_EXERCISE INSTRUCTIONS_
Some lines in the listing below may include the string "Diagonal". How many are there? Give only the number.

_GIVEN ENTRIES_

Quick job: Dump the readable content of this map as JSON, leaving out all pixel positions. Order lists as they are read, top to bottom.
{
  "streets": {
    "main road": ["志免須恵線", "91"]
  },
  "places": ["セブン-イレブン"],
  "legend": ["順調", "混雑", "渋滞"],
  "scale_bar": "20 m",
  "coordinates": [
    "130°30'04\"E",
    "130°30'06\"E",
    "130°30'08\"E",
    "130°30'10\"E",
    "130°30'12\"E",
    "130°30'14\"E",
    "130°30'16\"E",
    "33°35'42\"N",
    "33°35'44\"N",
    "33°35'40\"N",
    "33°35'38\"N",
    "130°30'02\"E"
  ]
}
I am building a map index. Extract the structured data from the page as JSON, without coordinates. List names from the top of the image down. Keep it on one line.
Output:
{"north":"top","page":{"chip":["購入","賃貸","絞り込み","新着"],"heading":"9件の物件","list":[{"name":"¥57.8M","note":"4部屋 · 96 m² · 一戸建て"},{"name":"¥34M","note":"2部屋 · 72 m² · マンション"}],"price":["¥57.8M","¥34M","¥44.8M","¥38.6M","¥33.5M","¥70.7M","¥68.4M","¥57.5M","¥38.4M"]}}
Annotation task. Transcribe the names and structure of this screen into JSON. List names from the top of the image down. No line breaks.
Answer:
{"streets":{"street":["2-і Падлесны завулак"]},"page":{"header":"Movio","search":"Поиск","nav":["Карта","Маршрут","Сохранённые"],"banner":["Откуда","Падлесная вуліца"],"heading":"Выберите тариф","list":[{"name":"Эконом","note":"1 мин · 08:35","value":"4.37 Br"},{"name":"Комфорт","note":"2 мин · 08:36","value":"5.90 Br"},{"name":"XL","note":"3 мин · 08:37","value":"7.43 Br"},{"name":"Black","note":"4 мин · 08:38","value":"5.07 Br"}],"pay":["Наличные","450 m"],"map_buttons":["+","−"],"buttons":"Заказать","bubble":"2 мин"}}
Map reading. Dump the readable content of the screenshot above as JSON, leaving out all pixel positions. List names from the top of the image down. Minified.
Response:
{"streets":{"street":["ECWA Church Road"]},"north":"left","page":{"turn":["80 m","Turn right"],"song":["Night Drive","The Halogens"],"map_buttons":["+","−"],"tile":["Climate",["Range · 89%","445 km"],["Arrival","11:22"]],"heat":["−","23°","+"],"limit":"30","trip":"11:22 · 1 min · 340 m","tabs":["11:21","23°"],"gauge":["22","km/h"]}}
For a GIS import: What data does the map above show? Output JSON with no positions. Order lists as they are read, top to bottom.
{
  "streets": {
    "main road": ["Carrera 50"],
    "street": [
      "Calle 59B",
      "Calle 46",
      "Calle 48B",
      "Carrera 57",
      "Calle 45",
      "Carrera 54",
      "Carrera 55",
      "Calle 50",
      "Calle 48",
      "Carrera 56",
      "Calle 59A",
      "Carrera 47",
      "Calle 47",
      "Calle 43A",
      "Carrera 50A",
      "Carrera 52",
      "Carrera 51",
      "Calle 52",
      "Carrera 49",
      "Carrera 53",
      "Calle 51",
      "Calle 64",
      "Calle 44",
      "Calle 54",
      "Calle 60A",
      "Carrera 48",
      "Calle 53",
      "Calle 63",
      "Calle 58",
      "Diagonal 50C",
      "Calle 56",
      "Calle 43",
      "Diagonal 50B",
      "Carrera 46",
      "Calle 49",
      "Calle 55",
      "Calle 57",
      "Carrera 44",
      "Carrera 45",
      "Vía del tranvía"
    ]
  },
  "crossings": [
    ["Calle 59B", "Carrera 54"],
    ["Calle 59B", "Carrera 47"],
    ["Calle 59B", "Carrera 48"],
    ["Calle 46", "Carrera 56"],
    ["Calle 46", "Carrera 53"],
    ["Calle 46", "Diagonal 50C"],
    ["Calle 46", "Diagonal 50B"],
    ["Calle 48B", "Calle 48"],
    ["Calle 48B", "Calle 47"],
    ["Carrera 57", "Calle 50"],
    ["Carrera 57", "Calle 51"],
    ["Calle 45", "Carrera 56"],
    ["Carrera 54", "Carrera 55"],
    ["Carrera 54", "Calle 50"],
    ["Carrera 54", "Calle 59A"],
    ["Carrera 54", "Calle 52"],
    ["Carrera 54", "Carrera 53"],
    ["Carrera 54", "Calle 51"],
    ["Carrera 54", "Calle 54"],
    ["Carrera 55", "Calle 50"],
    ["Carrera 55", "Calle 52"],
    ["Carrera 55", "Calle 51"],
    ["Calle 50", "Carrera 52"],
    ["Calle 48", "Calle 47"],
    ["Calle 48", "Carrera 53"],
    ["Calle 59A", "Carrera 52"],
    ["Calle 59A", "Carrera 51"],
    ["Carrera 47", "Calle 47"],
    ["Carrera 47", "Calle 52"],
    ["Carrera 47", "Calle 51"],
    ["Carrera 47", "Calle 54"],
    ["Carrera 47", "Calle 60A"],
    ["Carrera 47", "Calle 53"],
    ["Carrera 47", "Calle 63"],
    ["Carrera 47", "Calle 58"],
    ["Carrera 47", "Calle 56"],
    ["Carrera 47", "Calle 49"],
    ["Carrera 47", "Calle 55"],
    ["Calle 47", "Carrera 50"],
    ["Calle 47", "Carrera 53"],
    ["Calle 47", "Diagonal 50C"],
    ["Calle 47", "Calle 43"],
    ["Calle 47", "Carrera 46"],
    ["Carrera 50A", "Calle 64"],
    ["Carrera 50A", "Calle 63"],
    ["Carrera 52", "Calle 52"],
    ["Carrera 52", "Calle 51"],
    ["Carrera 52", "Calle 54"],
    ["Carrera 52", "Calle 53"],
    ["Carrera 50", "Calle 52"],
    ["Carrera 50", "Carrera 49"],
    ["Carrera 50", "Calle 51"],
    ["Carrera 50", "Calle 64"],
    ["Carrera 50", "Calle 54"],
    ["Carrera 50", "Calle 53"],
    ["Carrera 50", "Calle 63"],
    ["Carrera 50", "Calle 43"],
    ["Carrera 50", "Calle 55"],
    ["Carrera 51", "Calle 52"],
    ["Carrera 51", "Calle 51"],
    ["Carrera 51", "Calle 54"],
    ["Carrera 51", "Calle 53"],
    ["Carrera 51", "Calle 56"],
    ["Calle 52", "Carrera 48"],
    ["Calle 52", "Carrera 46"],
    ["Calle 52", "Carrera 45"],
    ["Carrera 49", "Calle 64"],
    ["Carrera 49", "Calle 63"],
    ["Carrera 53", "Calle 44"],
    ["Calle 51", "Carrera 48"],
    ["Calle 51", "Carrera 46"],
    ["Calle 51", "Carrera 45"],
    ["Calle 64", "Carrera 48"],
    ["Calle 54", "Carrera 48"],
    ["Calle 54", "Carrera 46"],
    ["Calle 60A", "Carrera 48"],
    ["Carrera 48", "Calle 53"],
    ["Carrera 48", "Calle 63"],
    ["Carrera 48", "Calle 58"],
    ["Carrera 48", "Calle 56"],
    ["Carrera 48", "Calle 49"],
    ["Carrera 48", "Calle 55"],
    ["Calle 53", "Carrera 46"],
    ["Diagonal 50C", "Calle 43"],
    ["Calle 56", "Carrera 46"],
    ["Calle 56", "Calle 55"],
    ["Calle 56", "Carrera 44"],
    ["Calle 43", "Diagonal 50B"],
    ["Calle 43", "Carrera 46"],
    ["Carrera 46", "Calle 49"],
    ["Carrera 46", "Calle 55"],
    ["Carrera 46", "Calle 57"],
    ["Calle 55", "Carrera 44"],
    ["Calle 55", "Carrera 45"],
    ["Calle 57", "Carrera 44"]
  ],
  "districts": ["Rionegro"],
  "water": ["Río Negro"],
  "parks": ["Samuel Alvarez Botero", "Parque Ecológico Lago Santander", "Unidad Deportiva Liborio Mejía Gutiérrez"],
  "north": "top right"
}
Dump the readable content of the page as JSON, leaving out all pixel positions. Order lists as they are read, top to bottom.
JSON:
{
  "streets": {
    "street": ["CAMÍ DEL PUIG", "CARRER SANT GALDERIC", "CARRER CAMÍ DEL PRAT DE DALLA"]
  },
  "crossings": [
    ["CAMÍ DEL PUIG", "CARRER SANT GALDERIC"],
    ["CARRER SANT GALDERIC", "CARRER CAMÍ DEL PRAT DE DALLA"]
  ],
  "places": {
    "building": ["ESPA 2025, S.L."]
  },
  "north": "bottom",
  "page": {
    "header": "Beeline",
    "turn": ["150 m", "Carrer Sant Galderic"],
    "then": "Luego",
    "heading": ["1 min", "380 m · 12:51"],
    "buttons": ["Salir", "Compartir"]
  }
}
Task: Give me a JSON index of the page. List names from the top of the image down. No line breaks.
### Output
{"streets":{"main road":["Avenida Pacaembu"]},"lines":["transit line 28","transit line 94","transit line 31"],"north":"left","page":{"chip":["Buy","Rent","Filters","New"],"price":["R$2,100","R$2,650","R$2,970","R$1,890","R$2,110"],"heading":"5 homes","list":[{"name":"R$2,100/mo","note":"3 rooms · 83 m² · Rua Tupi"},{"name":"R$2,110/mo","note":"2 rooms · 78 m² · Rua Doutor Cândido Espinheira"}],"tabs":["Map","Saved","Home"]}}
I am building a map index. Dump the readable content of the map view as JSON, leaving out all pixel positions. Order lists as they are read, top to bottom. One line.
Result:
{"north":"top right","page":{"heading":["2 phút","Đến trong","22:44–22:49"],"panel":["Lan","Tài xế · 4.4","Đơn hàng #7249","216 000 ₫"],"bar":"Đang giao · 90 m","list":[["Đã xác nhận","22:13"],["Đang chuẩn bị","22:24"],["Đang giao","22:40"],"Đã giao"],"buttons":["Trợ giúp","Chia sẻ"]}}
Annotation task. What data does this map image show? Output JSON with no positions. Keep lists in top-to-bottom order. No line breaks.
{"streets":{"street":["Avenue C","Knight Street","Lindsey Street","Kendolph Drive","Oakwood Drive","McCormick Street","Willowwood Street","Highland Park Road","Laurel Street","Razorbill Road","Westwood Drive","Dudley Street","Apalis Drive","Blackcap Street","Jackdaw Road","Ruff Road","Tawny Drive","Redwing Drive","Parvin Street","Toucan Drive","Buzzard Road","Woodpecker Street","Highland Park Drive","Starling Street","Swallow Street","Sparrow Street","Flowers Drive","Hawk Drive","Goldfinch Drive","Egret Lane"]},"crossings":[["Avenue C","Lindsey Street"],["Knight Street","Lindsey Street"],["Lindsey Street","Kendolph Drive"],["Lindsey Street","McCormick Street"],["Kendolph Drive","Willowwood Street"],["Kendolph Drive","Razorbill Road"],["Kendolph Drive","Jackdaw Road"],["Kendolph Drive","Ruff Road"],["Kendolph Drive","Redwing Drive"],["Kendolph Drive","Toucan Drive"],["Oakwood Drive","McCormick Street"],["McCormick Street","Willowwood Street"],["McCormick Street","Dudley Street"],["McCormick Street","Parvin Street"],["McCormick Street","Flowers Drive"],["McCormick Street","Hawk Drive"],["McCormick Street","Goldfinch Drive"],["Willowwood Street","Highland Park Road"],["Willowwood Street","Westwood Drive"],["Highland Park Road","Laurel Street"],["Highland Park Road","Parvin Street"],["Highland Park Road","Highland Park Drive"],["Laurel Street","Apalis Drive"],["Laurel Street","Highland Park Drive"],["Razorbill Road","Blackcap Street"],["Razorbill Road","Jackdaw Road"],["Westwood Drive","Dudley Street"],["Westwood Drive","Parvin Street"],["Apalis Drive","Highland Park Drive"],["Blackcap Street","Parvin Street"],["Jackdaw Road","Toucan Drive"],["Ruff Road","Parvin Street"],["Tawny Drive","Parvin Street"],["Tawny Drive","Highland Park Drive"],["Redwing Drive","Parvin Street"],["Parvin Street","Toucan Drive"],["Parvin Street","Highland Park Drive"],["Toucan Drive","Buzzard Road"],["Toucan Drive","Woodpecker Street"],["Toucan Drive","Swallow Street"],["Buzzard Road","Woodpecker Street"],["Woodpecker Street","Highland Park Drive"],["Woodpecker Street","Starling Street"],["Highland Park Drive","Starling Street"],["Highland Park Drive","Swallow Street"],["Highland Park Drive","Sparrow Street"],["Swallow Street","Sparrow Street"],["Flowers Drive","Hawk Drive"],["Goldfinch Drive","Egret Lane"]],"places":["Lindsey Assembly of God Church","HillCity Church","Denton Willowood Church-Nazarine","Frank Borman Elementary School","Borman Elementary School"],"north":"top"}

_ANSWER SECTION_
7